While there is a common recognition to have ministries customised
to meet cultural needs, there is grief that ordinary parishioners
in each Tikanga are not mixing and a sense of loss from
not having direct exposure to the richness of what each
culture has to offer. In his August letter to Clergy and
Vestry Secretaries Bishop Tom Brown of the Wellington Diocese
comments on some of the benefits of the three tikangas.
He then adds, 'By way of contrast a lament has sounded across
the Diocese in all sorts of places that we see little of
each other as Tikanga, and that is loss'.
Yet
others are happy to live and let live. They don't want to
be disturbed by the 'goings on' in the other tikanga - except,
perhaps, when it comes to sharing money and property.
Where
do we meet?
Unless you are a seminarian at St. John's College, make
the effort to visit the other two tikanga or a special get-together
is organised, the only real place to benefit from the diversity
is at General Synod a few days once every two years
and three levels of church government representation remote
from the people in the pews. This rare opportunity to be
involved with the Church as a whole is reserved for bishops
and the elected few.
This
came home in the 1998 Hikoi of Hope, when, as a consequence
of a General Synod resolution, Anglicans from all three
tikanga and others from all over New Zealand walked to Parliament
to highlight poverty and social injustice throughout the
country. The Prime Minister of the time, Jenny Shipley,
received a delegation, but many Anglicans felt disappointed
and betrayed when issues of Maori sovereignty dominated
the presentation. People raised the question whether Maori
sovereignty was the key agenda for tikanga Maori.
The
original missionaries to New Zealand discouraged Maori from
practising their form of spirituality. Over 150 years later
Maori gods and spirituality have started to come out of
the closet. The Maori tikanga and liberal academics and
clergy who sense the need to provide diverse forms of spirituality
and different entry points to Christianity have given encouragement.
There has also been a reaction to the dominance of first
world theologies that encapsulate the culture, history and
preconceptions of the Northern Hemisphere.
In
an article in the 2nd of September Sunday Star Times entitled
Maori gods find church approval, the head of the
Maori tikanga, Bishop Whakahuihui Vercoe, is quoted as saying
,'I think any other gods are emanations from the one God.

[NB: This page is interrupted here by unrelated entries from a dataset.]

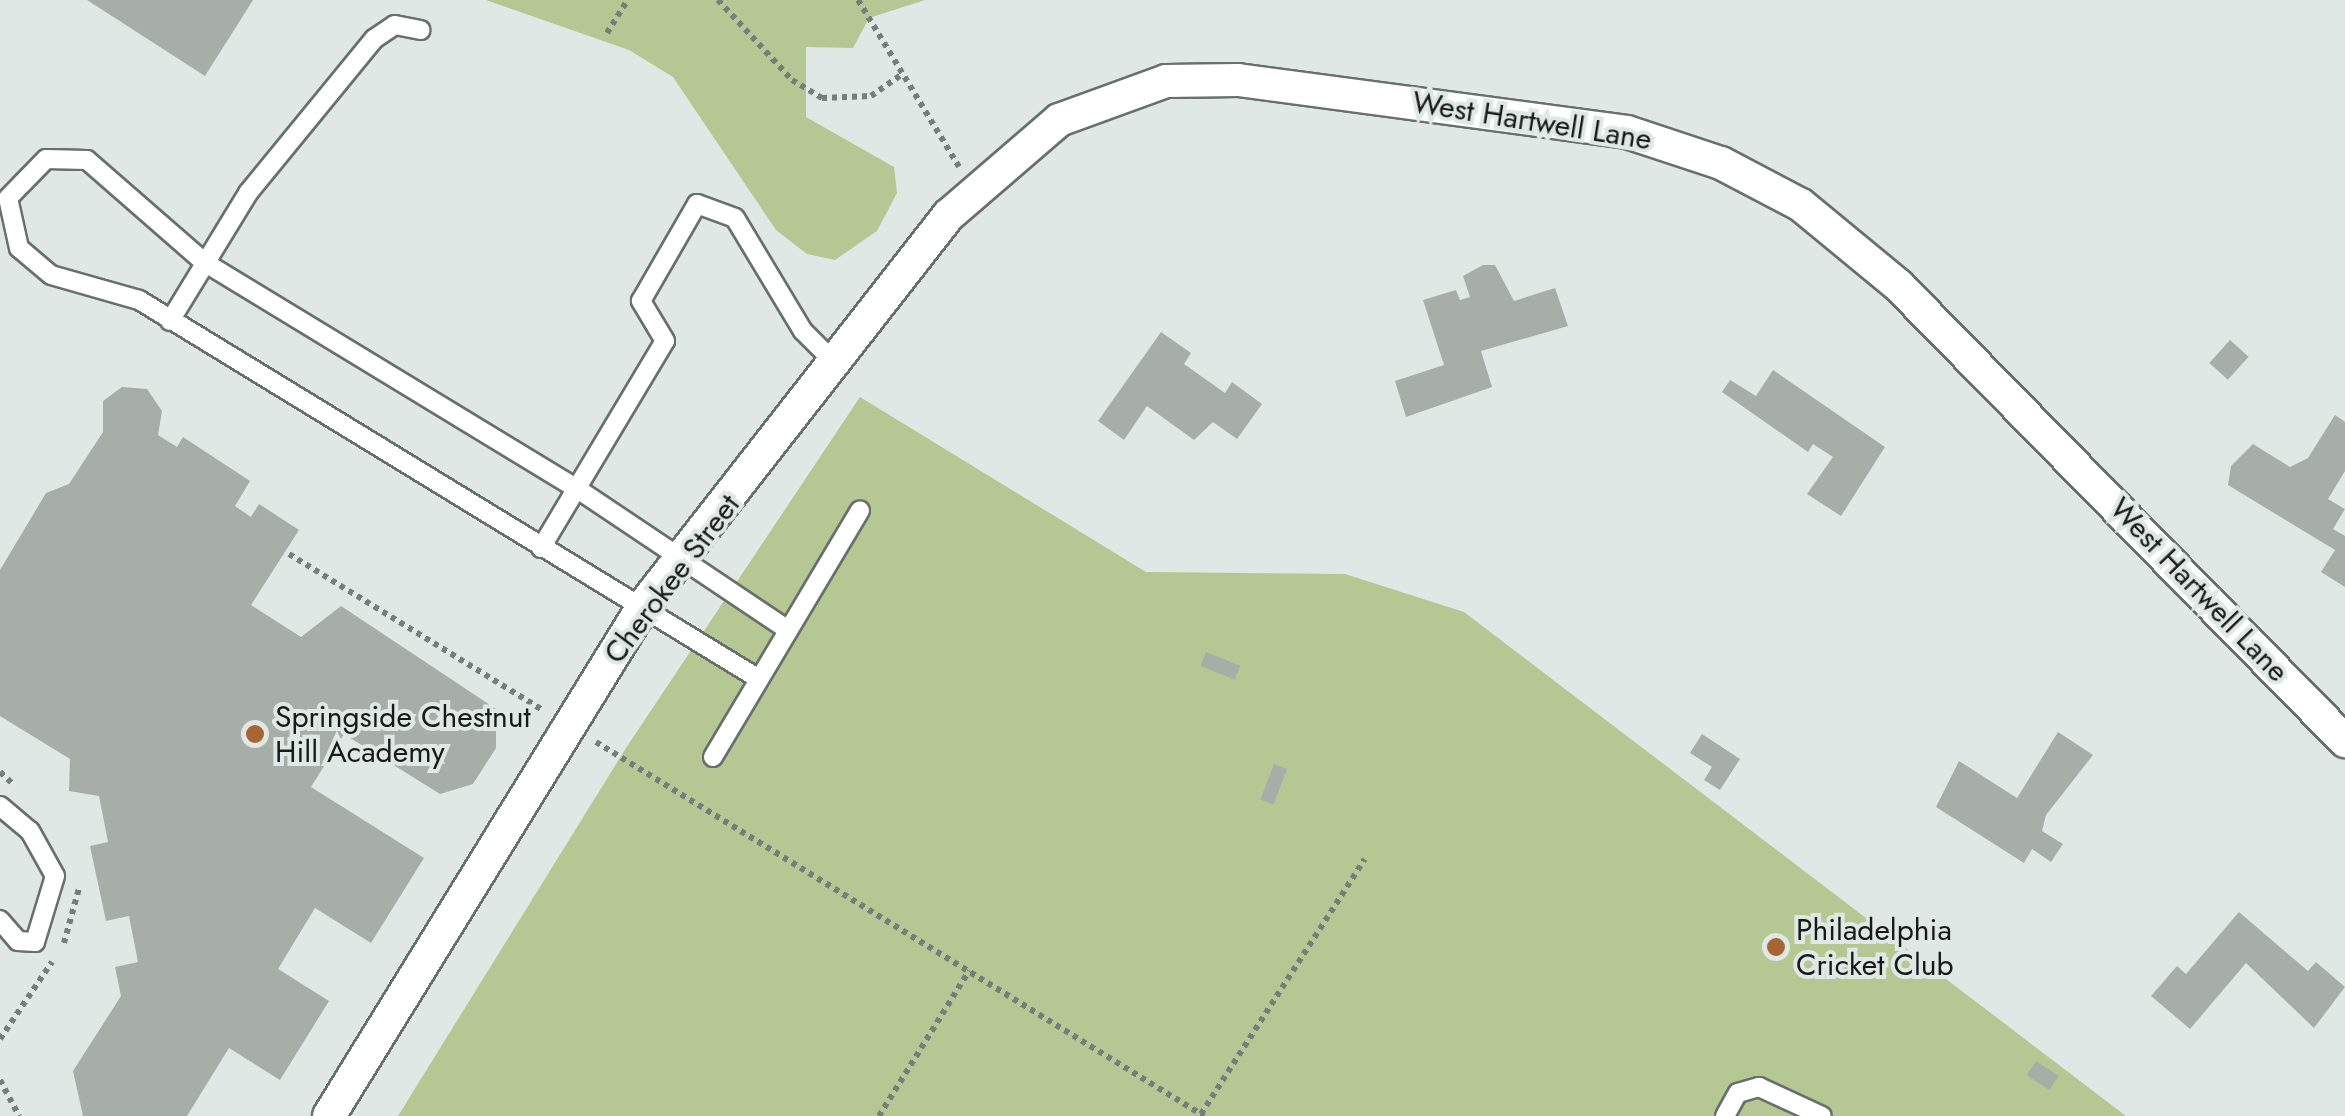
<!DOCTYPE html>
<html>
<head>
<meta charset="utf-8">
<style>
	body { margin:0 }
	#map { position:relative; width:2345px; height:1116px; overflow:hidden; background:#dfe8e4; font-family:Jost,sans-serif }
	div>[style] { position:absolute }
	.green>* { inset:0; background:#b5c893 }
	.building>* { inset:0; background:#a7aea8; transform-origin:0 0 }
	.path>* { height:6px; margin-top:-3px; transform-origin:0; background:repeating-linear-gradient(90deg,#777d7a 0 5px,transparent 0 10px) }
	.roads { filter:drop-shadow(2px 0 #68706d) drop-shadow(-2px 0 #68706d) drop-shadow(0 2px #68706d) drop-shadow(0 -2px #68706d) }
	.service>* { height:18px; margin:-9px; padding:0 9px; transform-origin:9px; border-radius:9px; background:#fff }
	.minor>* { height:32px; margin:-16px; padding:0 16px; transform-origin:16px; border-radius:16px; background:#fff }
	.dots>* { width:28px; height:28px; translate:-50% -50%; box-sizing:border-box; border:5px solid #dfe8e4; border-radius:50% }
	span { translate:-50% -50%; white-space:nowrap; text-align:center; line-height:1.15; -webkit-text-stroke:8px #dfe8e4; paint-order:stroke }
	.street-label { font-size:30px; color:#171a19 }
	.poi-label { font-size:30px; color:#171a19 }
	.left { translate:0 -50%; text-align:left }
</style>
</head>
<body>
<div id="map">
	<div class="green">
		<i style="clip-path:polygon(486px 0,925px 0,869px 18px,853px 48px,806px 47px,806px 117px,894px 167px,897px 193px,877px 231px,835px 260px,807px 254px,776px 230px,673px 77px,629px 50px)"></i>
		<i style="clip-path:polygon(860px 397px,1146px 572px,1345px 574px,1464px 612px,2126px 1116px,398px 1116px,626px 748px)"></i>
	</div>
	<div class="building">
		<i style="clip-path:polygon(87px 0,253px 0,205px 76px)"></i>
		<i style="clip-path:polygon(1483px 265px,1495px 265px,1514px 301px,1555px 288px,1568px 326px,1481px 351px,1492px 387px,1406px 417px,1395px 381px,1444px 365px,1423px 300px,1456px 290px,1460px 300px,1470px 297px,1463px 276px)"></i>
		<i style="clip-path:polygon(1161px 332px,1191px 353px,1184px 364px,1225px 393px,1232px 382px,1262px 404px,1237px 439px,1213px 422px,1194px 440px,1147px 406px,1124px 440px,1098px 421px)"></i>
		<i style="left:2230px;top:340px;width:25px;height:31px;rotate:42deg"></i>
		<i style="clip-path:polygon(1773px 370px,1885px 447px,1841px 516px,1807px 494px,1833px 457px,1813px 444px,1808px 452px,1722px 392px,1730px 380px,1756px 396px)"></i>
		<i style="clip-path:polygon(122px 387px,147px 389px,162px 411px,158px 435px,177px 447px,183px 437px,250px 481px,235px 506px,251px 517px,259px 504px,299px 530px,251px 605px,301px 637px,341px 606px,496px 709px,496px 748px,473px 784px,440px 794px,344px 734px,311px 787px,424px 858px,371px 943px,315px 908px,278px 969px,329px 1001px,280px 1080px,229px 1048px,187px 1116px,83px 1116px,73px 1071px,121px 996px,115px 967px,138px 962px,129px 916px,106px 921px,90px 846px,108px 842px,99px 796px,69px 791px,70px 759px,0 716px,0 570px,46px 493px,69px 484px,103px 432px,103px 401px)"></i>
		<i style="clip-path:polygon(2335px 415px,2345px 422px,2345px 471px,2328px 499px,2345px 509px,2333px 529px,2345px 536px,2345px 587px,2321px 572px,2335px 550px,2228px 485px,2231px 466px,2253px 444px,2290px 467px,2308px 458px)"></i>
		<i style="left:1206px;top:652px;width:37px;height:15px;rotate:22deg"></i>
		<i style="clip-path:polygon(2058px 732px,2093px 755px,2046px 815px,2042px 831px,2063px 844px,2051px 862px,2032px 849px,2024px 863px,1936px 807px,1959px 761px,2017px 798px)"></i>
		<i style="clip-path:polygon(1702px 734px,1740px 759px,1720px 790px,1704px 780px,1712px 767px,1690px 753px)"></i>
		<i style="left:1274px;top:764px;width:14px;height:38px;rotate:21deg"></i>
		<i style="clip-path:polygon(2239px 912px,2308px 971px,2316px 962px,2345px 987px,2314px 1028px,2246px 963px,2190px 1029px,2151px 996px,2177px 966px,2186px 974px)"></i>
		<i style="left:2036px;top:1061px;width:27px;height:17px;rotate:33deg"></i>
	</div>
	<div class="path">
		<i style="left:718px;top:0;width:109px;rotate:47.2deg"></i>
		<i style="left:792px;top:80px;width:35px;rotate:31deg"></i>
		<i style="left:822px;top:98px;width:49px;rotate:-2.3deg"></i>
		<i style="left:871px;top:96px;width:37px;rotate:-35deg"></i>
		<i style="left:858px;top:0;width:195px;rotate:58.8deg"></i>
		<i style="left:607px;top:33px;width:39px;rotate:-58deg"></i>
		<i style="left:289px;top:554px;width:298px;rotate:31.6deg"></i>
		<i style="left:596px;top:742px;width:714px;rotate:31.6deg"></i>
		<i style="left:0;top:772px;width:16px;rotate:43deg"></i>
		<i style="left:64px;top:943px;width:57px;rotate:-74.7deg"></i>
		<i style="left:0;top:1039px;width:93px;rotate:-56deg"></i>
		<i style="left:0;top:1080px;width:41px;rotate:62.2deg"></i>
		<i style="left:1201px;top:1114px;width:303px;rotate:-57.3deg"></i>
		<i style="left:879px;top:1116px;width:171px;rotate:-58.2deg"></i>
	</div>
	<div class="roads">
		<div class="service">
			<i style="left:170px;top:321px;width:150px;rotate:-58.6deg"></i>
			<i style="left:248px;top:193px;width:199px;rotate:-50.7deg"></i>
			<i style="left:374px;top:39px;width:25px;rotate:-34deg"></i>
			<i style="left:395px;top:25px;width:26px;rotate:11deg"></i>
			<i style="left:541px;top:548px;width:241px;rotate:-59.1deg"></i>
			<i style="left:665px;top:341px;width:47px;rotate:-121deg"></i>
			<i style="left:641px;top:301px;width:112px;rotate:-60deg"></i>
			<i style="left:697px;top:204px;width:40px;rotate:20.2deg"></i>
			<i style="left:735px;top:218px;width:132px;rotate:59deg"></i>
			<i style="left:803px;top:331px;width:47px;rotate:45deg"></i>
			<i style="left:759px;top:679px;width:727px;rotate:-148.56deg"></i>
			<i style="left:139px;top:300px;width:91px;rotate:-164.1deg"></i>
			<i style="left:51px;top:275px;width:42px;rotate:-139.8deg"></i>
			<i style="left:19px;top:248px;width:51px;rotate:-102.4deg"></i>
			<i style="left:8px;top:198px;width:54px;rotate:-45.7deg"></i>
			<i style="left:46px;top:159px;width:41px;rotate:1.4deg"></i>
			<i style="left:87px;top:160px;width:155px;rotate:41.1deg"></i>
			<i style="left:204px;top:262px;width:439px;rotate:31.3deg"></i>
			<i style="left:579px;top:490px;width:252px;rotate:33.8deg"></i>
			<i style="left:713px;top:757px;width:287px;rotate:-59.2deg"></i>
			<i style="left:0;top:806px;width:39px;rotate:40deg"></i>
			<i style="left:30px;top:831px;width:51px;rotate:60.9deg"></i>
			<i style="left:55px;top:876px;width:69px;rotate:106.9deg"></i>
			<i style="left:35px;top:942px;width:17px;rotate:-177deg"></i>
			<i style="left:18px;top:941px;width:28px;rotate:-131deg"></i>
			<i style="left:1725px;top:1116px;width:26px;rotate:-61deg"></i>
			<i style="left:1738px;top:1093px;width:22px;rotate:-16deg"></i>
			<i style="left:1759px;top:1087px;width:69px;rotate:24.7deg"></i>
		</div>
		<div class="minor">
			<i style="left:329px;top:1116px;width:600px;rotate:-58.35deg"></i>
			<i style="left:644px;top:605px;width:495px;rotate:-52deg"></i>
			<i style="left:949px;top:215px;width:145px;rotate:-40.8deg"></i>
			<i style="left:1059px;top:120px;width:114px;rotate:-20deg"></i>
			<i style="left:1166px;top:81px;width:72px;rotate:-0.8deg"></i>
			<i style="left:1238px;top:80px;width:392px;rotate:7.6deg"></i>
			<i style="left:1627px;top:132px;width:99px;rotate:18.3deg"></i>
			<i style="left:1721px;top:163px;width:90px;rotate:27.7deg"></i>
			<i style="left:1801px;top:205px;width:126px;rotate:39.5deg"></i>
			<i style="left:1898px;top:285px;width:639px;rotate:45.57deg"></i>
		</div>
	</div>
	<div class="dots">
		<i style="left:255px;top:734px;background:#a86533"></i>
		<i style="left:1776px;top:947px;background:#a86533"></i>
	</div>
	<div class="street-label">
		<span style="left:1532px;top:121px;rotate:9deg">West Hartwell Lane</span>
		<span style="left:672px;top:579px;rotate:-53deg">Cherokee Street</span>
		<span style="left:2199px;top:590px;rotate:46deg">West Hartwell Lane</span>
	</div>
	<div class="poi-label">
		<span class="left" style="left:275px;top:734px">Springside Chestnut<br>Hill Academy</span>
		<span class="left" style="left:1796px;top:947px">Philadelphia<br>Cricket Club</span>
	</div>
</div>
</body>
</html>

That's what we are saying in Maoridom'.
Comments
like this create a suspicion that the integrity of the faith
is being corrupted. Incorporating Maori animistic gods like
Tane (god of forests and birds), Tangaroa (god of water)
and Tawhirimatea (god of winds and storms) within a mainstream
Christian Church raises the question of how far the Church
can go before compromising the first of the Ten Commandments.
This
question is not unique to New Zealand and the South Pacific.
It is an issue the Church constantly faces when interfacing
with other cultures and spirituality, whatever age it finds
itself. What is permissible and what isn't? When is the
local spirituality helpful to understanding Christianity
and when does it become unhelpful or even heretical?
Does
the Treaty apply?
In the past the Church has been guilty of riding roughshod
over indigenous cultures. In New Zealand the early missionaries
interceded between Maori and the European colonists on the
nation's founding document, the 1840 Treaty
of Waitangi between Maori chiefs and the British Crown.
There
is much debate as to the interpretation of the Treaty in
its two languages, and particularly about the question of
sovereignty and the preservation of Maori culture. Obligations
under the Treaty were invoked when the Revised Anglican
Constitution was being developed. But it is doubtful whether
the Treaty would apply to the governance of a voluntary
organisation like a church. It is also difficult to understand
how the Treaty is relevant to tikanga Pasifika, which includes
the countries of Fiji, Tonga, Samoa and the Cook Islands.
Other
churches in New Zealand haven't adopted the tikanga lead
of the Anglicans, so it is very unlikely that it will receive
groundswell endorsement from the public as a model for the
governance of the country. It appears that the church has
enough difficulty convincing its tripartite self.